Tuesday, July 16, 2013

Cactus Day Helpers Cool Off the Northeast

This is our very disturbing local forecast for a part of this week:

The rest of the week pretty much looks the same. Mudder
 flucker.

Why do I find this disturbing?

Please look at the little icon between Wed Day and 93 degrees.  Do you see
it?  It's not so big so you may have to get close to the screen to really see the problem.

The picture is a blazing hot sun with a cactus.   I live in the Northeast.

Cacti are NOT indigenous to our area!  That is NOT a good sign.

If it's going to be so hot that we are going to have cacti sprouting up all over the place, I'm so totally screwed! 

I suppose the cactus is appropriate considering it's my own personal Hell Week.  Maybe cacti will be flying up out of the ground.  Perhaps it's a side effect of hell freezing over; all of that cold air is pushing Hell's cacti up?  I've been watching the forecast since last week, fretting as each Regular Summer Day gets upgraded to Sunny Cactus Day.

Today, at the peak of the hot weather, I got locked out of a house.  The dog is panting, I have sweat rolling from the top of my head down, the dog just wants to lay down, I feel lightheaded, and as I reach for the doorknob, it's not budging.

A thought hit me like a sickening ton of bricks.  'My car key is inside with the key to the house and my phone is in my car.' Ugh.

I try the door again.  It's still not budging.  Damn persistent locked door!

Oh.

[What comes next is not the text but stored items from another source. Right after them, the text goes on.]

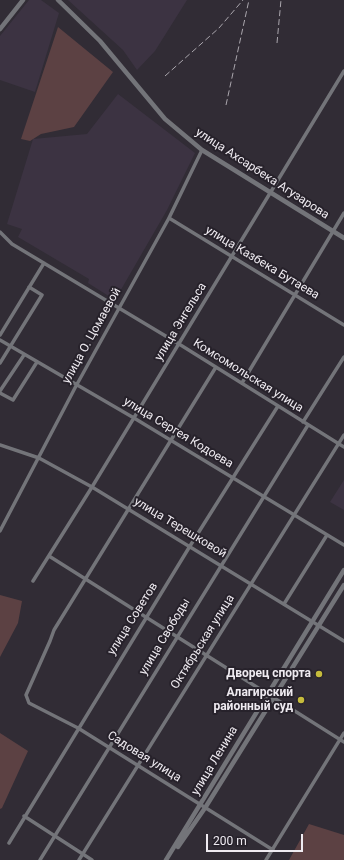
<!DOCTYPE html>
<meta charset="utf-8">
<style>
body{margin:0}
#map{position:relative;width:344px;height:860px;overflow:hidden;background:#312c35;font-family:Roboto,sans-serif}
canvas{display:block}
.scale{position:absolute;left:206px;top:834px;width:97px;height:18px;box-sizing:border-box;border:2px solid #efebf1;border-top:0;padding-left:5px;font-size:12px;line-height:14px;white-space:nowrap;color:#efebf1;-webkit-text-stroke:3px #27222b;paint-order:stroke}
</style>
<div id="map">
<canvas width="344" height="860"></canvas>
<div class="scale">200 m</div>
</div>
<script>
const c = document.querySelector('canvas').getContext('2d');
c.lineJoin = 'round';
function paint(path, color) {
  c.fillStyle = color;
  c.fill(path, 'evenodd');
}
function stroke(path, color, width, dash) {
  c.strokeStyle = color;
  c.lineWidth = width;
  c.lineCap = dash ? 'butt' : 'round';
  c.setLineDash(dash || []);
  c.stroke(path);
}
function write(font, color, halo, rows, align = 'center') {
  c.font = font + ' Roboto,sans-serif';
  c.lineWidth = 4;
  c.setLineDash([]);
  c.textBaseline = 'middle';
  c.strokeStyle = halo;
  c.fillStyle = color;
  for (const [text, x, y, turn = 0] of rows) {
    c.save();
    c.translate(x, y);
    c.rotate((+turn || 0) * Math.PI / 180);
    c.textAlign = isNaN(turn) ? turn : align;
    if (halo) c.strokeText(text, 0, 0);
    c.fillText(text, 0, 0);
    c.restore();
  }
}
const built = new Path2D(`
 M29 0H41L59 13 35 92 0 80V36Z
 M68 0H187L155 51 137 70 123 50Z
 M118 94 195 153 167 210 115 300 88 283 89 279 18 237 22 229 7 224 33 139 87 134Z
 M344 480V510L330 502Z`);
const green = new Path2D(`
 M58 27 113 72 74 127 41 134 30 141 21 139Z
 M0 595 22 601 18 623 0 657Z
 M0 733 28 751 2 808 0 809Z
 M309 824 344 835V860H289Z`);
const minor = new Path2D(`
 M169 218 344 325
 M0 232 12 244 179 344 344 447
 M0 335 44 263
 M0 340 134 418 344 545
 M0 363 42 295 29 287
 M216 367 54 630 50 641 26 695 29 703 78 728 273 850
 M242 383 344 213
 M0 391 24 355
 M0 393 13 400 37 362
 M303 422 344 357
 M0 445 39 458 92 487 344 641
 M0 531 76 386 169 218 202 150
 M49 556 344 742
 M33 581 92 487 344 71
 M284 604 327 535
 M24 816 92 860
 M9 843 190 546 278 406
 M40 860 308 425
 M79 860 344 435
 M266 860 344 733`);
const tertiary = new Path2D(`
 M58 0 100 41 165 119 202 150 344 238
 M0 29 23 0
 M178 847 205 808 344 585
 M166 860 344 570`);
const rail = new Path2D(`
 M277 43 281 0
 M165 76 219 28 243 0
 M226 105 249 0`);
const markers = [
 [319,674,4,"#c6bc3c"],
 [301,700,4,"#c6bc3c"]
];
const streetNames = [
 ["улица Ахсарбека Агузарова",262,174,33],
 ["улица Казбека Бутаева",262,263,31],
 ["улица Энгельса",181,322,-59],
 ["улица О. Цомаевой",92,336,-61],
 ["Комсомольская улица",248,376,32],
 ["улица Сергея Кодоева",178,433,31],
 ["улица Терешковой",180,528,31],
 ["улица Советов",133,619,-58],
 ["улица Свободы",165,637,-59],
 ["Октябрьская улица",203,642,-58],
 ["Садовая улица",144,757,32],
 ["улица Ленина",215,761,-59]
];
const poiNames = [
 ["Дворец спорта",311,674],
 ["Алагирский",293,693],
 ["районный суд",293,707]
];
paint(built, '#3c3342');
paint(green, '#5c4143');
stroke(minor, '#737479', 3.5);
stroke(tertiary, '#737479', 4.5);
stroke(rail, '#aba7ae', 1, [6, 3]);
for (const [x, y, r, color] of markers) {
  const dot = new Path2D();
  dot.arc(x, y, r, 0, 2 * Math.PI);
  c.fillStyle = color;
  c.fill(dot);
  stroke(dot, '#27222b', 1.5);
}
write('12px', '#efebf1', '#27222b', streetNames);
write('bold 12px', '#efebf1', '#27222b', poiNames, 'right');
</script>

My. God.  Really?  Now?!  It's skatey-eight kajillion degrees, for cripes sake!!

(Im working on curbing my foul language by substituting it with other less effective words since Allie has started repeating everything we say.)

A neighbor was home, thank God, so I borrowed their phone to call Justin.  I explained my drama and Mr. Don't Worry Everything Will Be Fine says, "Give me a few minutes.  I'll be there."

I sat under a tree with the dog and just stared at the ground, feeling driplets of sweat rolling down my everywhere!  As gross as I felt, at least I'm not walking around with a full length fur coat on like the poor girl laying at my feet was.

I hear the car pull up and two doors shut.  I hear Justin say, "C'mon, Al.  Do you have your tool box?"

"Yes, Daddy.  I can help Mommy too!"

And from around the corner comes Mr. Hear I Come To Save The Day and his trusty assistant with her tools.  It was so precious that it took by breath away.

She's my own kid, who I see perform cute acts on a regular basis, and I still couldn't get over it.  I had to take pictures with Justin's phone.  As I took this one, she said very seriously, "It's not funny."  She was NOT fooling around!

She got her toolbox from her Grandma (Justin's mom) and it's one of her favorite things.  I guess since it's in the blood (tool man's daughter) I should not be surprised.  Her little hammer, saw, screwdriver, wrench, nuts and bolts are in there.  The ultimate tool as in her other hand.

A spaghetti measurer.

That was the one that had me giggling.  I don't know what she thinks it is, but she thinks it's entirely necessary to get me back in the house.  And she doesn't think it's a laughing matter.

In the midst of my day, in what could easily be Hell's Bathroom, this sweet little ray of sunshine appeared.  Getting locked out of the house, sweating like a pig, feeling helpless.....none of it mattered and it was all washed away, leaving me smiling from ear to ear. The drama ain't got nothing on Daddy's Little Helper.  

May your Hellacious Cactus Days be filled with Refreshing Handyman Assistants too!